> **Try it**: With the images removed, write out each record exactly as given.

> **Raw data**:
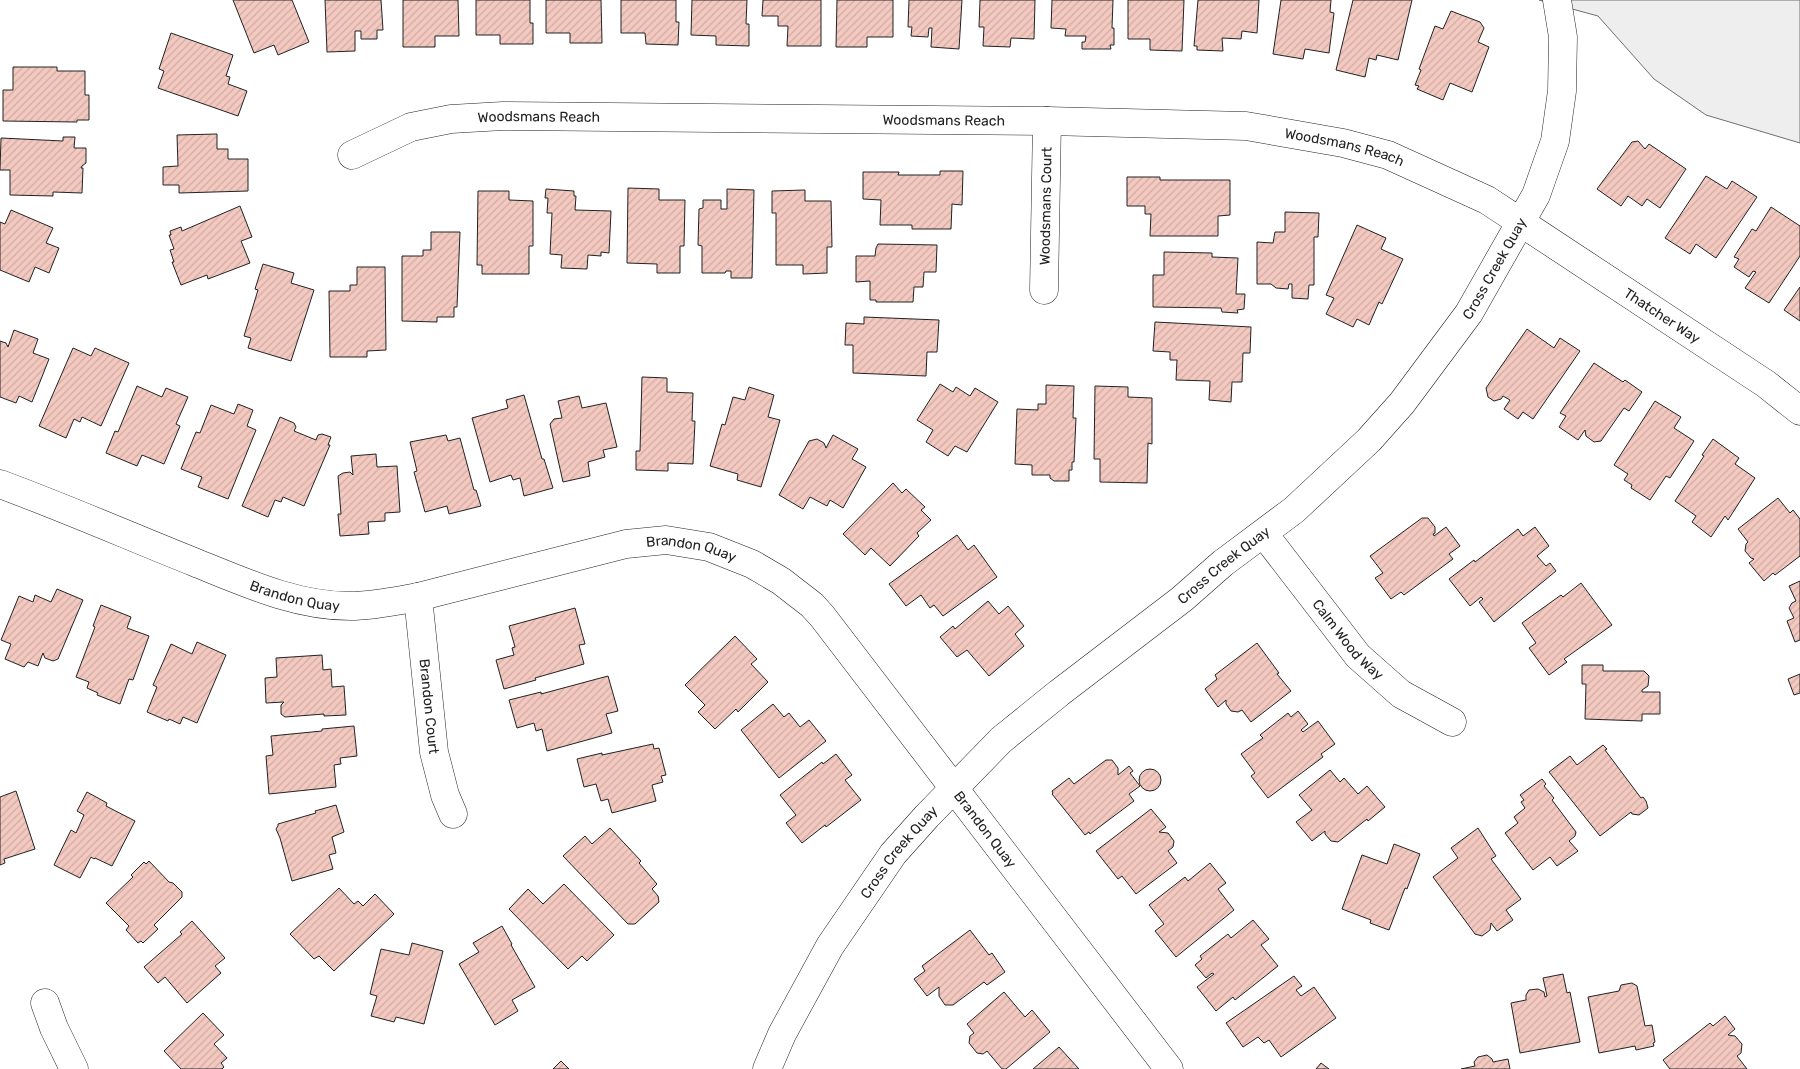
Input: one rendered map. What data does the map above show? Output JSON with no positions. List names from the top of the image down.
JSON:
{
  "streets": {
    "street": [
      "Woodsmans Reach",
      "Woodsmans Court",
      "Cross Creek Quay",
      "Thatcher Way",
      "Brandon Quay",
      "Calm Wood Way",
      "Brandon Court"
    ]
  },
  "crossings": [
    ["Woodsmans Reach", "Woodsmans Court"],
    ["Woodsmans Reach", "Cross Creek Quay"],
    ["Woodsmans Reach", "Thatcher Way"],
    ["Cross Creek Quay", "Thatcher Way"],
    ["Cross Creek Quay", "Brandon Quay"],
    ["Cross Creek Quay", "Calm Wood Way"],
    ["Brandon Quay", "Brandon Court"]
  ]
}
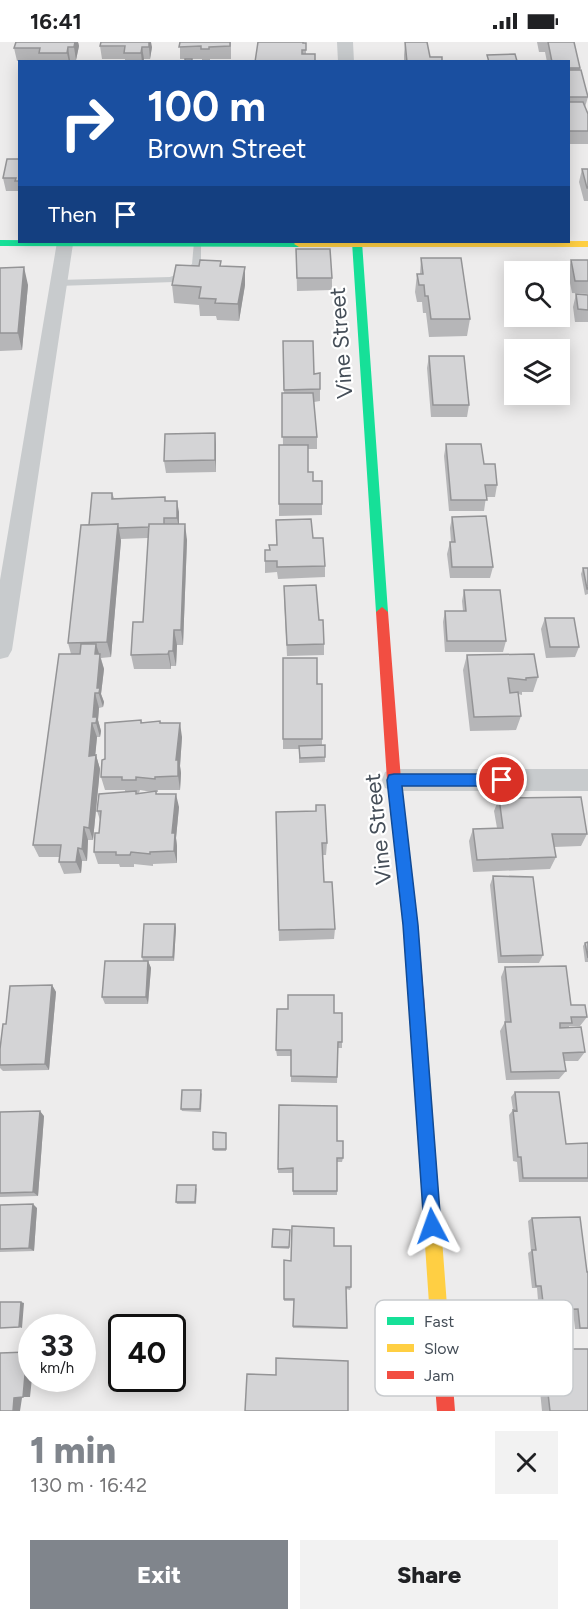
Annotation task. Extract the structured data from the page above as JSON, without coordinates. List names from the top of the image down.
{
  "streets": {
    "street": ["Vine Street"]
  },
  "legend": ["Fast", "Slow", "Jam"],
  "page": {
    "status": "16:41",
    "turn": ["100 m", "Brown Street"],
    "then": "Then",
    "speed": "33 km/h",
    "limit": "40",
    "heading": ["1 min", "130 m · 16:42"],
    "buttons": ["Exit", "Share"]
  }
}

> **Result of this task**:
Input: one rendered map. What data does the map above show? Output JSON with no positions. List names from the top of the image down.
JSON:
{
  "streets": {
    "street": [
      "Woodsmans Reach",
      "Woodsmans Court",
      "Cross Creek Quay",
      "Thatcher Way",
      "Brandon Quay",
      "Calm Wood Way",
      "Brandon Court"
    ]
  },
  "crossings": [
    ["Woodsmans Reach", "Woodsmans Court"],
    ["Woodsmans Reach", "Cross Creek Quay"],
    ["Woodsmans Reach", "Thatcher Way"],
    ["Cross Creek Quay", "Thatcher Way"],
    ["Cross Creek Quay", "Brandon Quay"],
    ["Cross Creek Quay", "Calm Wood Way"],
    ["Brandon Quay", "Brandon Court"]
  ]
}
Annotation task. Extract the structured data from the page above as JSON, without coordinates. List names from the top of the image down.
{
  "streets": {
    "street": ["Vine Street"]
  },
  "legend": ["Fast", "Slow", "Jam"],
  "page": {
    "status": "16:41",
    "turn": ["100 m", "Brown Street"],
    "then": "Then",
    "speed": "33 km/h",
    "limit": "40",
    "heading": ["1 min", "130 m · 16:42"],
    "buttons": ["Exit", "Share"]
  }
}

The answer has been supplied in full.